MemOS is an open-source Memory Operating System for LLMs and AI agents, developed by MemTensor (Shanghai). Unlike memory layers that bolt onto existing frameworks (Mem0) or agent runtimes that manage memory as part of execution (Letta), MemOS treats memory as a first-class system resource and introduces a three-layer OS architecture with a unified MemCube abstraction that encapsulates heterogeneous memory types -- plaintext, activation (KV-cache), and parametric (weights) -- under standardized scheduling and orchestration.

MemOS originated from the Memory3 model (WAIC 2024), which introduced explicit memory carriers in attention mechanisms. The short paper was released May 28, 2025 (arXiv:2505.22101), and the full paper July 4, 2025 (arXiv:2507.03724).

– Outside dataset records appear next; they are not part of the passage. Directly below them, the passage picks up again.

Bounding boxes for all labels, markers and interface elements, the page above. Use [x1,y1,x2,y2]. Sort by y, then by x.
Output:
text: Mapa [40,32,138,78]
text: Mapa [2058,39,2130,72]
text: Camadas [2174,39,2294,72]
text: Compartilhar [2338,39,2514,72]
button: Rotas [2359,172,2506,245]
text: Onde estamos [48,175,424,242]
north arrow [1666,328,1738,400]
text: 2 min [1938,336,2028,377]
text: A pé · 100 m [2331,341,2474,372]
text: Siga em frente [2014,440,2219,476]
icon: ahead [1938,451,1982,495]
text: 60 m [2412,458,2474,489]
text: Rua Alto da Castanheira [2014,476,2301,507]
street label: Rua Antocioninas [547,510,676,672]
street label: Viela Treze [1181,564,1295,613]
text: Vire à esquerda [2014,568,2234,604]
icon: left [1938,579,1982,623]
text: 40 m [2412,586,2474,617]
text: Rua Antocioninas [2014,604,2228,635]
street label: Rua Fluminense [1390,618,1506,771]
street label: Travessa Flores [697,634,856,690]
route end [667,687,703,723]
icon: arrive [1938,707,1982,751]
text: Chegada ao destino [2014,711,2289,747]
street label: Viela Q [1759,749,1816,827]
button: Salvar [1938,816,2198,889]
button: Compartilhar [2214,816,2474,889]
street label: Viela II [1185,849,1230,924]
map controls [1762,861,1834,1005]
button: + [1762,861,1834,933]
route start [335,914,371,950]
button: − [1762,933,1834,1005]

Source: MemTensor/MemOS on GitHub | PyPI: MemoryOS | Apache-2.0 License


1. Three-Layer OS Architecture

MemOS adopts a modular three-layer architecture analogous to an operating system:

┌─────────────────────────────────────────────────────────────────────┐
│                    Interface Layer (MemReader)                       │
│  REST API · MCP Server · Python SDK · OpenClaw Plugins              │
│  Parses requests → structured memory operations                     │
├─────────────────────────────────────────────────────────────────────┤
│                    Operation Layer (MemOS Core)                      │
│  MOSCore · MemScheduler · MemLifecycle · MemFeedback                │
│  Scheduling, lifecycle, CoT decomposition, conflict resolution      │
├─────────────────────────────────────────────────────────────────────┤
│                    Infrastructure Layer                              │
│  Neo4j (graph) · Qdrant (vector) · MySQL/SQLite · Redis Streams     │
│  Memory storage, access control, multi-user management              │
└─────────────────────────────────────────────────────────────────────┘

Interface Layer

The entry point for all memory operations. Key components:

Component Location Purpose
REST API src/memos/api/routers/ Product, server, and admin endpoints
MCP Server src/memos/api/mcp_serve.py Model Context Protocol for tool-based memory access
MemReader src/memos/mem_reader/ Translates raw input (messages, docs, images) into structured memory items
Python SDK MOS class Direct programmatic access (MOS.simple())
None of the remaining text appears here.